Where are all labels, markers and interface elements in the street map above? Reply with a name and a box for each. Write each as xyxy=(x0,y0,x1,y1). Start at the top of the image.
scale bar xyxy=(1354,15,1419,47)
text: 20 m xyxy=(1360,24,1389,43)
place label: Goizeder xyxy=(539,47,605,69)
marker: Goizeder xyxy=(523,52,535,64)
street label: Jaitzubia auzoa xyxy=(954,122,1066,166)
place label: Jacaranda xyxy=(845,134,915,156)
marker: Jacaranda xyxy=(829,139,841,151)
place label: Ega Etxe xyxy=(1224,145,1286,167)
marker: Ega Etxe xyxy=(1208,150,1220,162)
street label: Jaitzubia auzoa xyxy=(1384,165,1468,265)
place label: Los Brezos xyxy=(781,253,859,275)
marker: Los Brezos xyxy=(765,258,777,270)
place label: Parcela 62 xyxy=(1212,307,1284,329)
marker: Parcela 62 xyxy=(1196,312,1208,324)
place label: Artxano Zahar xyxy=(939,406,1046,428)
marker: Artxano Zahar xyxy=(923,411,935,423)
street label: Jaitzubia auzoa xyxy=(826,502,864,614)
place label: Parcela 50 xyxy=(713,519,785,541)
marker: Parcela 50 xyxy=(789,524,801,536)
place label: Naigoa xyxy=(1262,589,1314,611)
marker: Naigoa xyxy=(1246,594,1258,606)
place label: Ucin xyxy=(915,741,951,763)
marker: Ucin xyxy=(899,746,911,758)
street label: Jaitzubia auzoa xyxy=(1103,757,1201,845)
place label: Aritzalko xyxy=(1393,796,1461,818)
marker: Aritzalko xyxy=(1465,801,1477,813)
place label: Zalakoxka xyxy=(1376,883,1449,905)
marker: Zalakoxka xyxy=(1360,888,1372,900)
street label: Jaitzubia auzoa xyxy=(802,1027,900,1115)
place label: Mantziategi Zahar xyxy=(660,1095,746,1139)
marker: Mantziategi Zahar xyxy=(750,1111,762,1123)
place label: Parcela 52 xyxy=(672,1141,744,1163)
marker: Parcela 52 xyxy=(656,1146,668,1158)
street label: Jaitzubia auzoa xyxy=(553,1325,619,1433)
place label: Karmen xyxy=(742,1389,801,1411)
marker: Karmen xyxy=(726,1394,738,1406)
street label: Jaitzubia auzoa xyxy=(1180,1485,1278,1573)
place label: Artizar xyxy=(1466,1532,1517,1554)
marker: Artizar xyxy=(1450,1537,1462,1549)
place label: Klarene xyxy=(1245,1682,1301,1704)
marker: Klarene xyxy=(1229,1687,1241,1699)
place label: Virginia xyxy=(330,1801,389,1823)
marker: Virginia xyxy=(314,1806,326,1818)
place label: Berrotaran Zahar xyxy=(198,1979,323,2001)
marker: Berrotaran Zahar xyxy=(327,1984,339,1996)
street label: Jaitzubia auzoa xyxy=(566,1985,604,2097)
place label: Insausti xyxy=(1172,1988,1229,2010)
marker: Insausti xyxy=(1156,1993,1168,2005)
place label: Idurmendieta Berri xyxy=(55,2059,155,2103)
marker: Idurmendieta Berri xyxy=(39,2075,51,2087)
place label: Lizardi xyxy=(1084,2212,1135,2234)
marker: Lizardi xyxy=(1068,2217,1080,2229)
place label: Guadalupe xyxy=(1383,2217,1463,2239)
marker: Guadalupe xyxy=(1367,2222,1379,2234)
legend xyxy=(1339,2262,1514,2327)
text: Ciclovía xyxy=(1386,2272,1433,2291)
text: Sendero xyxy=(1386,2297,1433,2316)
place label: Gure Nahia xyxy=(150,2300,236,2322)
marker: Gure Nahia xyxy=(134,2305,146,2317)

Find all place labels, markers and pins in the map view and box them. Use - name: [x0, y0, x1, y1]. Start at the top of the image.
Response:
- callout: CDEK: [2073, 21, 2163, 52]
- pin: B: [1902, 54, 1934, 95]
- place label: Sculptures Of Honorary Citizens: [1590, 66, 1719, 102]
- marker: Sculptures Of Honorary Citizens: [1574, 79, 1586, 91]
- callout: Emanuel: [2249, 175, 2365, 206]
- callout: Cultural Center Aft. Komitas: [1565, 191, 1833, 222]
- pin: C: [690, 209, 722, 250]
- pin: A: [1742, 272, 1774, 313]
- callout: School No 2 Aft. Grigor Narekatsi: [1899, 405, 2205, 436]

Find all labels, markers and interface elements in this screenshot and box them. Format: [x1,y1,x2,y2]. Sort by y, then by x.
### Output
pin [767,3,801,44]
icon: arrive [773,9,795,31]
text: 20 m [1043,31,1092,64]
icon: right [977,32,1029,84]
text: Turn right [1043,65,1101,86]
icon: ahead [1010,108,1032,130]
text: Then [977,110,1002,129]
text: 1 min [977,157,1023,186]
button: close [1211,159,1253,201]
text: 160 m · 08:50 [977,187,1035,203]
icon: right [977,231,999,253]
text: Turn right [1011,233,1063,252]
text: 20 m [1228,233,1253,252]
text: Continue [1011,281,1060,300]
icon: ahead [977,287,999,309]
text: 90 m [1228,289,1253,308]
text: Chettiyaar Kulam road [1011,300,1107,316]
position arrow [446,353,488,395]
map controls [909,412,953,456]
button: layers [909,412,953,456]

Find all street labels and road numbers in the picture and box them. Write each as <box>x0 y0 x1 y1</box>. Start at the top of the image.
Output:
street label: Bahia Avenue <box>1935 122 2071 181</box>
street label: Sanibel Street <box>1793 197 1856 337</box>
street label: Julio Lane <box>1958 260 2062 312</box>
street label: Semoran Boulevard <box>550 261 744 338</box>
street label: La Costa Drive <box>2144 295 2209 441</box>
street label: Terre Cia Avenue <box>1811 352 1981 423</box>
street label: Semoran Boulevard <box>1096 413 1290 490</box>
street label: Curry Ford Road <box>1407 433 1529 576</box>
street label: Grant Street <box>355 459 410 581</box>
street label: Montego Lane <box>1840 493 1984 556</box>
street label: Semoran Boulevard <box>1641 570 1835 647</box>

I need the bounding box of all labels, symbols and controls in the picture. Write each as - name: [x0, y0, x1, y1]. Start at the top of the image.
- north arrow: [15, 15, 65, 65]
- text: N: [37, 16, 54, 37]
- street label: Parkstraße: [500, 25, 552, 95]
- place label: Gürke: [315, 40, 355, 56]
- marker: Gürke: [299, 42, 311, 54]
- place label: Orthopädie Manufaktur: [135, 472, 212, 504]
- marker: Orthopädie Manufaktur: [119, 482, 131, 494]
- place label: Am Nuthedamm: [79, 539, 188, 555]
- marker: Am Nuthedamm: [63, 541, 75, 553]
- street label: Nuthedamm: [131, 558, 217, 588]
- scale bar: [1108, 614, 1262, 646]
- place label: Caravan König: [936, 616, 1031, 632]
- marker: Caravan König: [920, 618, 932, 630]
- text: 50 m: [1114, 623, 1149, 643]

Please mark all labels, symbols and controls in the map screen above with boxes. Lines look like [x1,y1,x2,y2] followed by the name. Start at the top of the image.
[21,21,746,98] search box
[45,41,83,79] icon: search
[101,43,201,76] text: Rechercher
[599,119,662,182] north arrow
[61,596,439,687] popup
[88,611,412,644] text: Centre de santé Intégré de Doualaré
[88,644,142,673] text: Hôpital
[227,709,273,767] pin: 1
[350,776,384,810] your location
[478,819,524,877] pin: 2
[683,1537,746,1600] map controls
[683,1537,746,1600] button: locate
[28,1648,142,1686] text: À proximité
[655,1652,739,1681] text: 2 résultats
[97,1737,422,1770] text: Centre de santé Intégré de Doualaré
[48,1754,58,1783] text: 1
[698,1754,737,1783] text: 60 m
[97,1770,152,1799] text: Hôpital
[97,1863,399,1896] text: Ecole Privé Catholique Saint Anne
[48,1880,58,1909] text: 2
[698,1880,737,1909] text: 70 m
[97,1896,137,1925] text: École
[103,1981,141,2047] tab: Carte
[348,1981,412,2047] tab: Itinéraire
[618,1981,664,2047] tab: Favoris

####################

§ **WORK TO BE COMPLETED**:
Select and copy every line from the records that includes the word "Lane".

§ **EXERCISE RESULT**:
street label: Julio Lane <box>1958 260 2062 312</box>
street label: Montego Lane <box>1840 493 1984 556</box>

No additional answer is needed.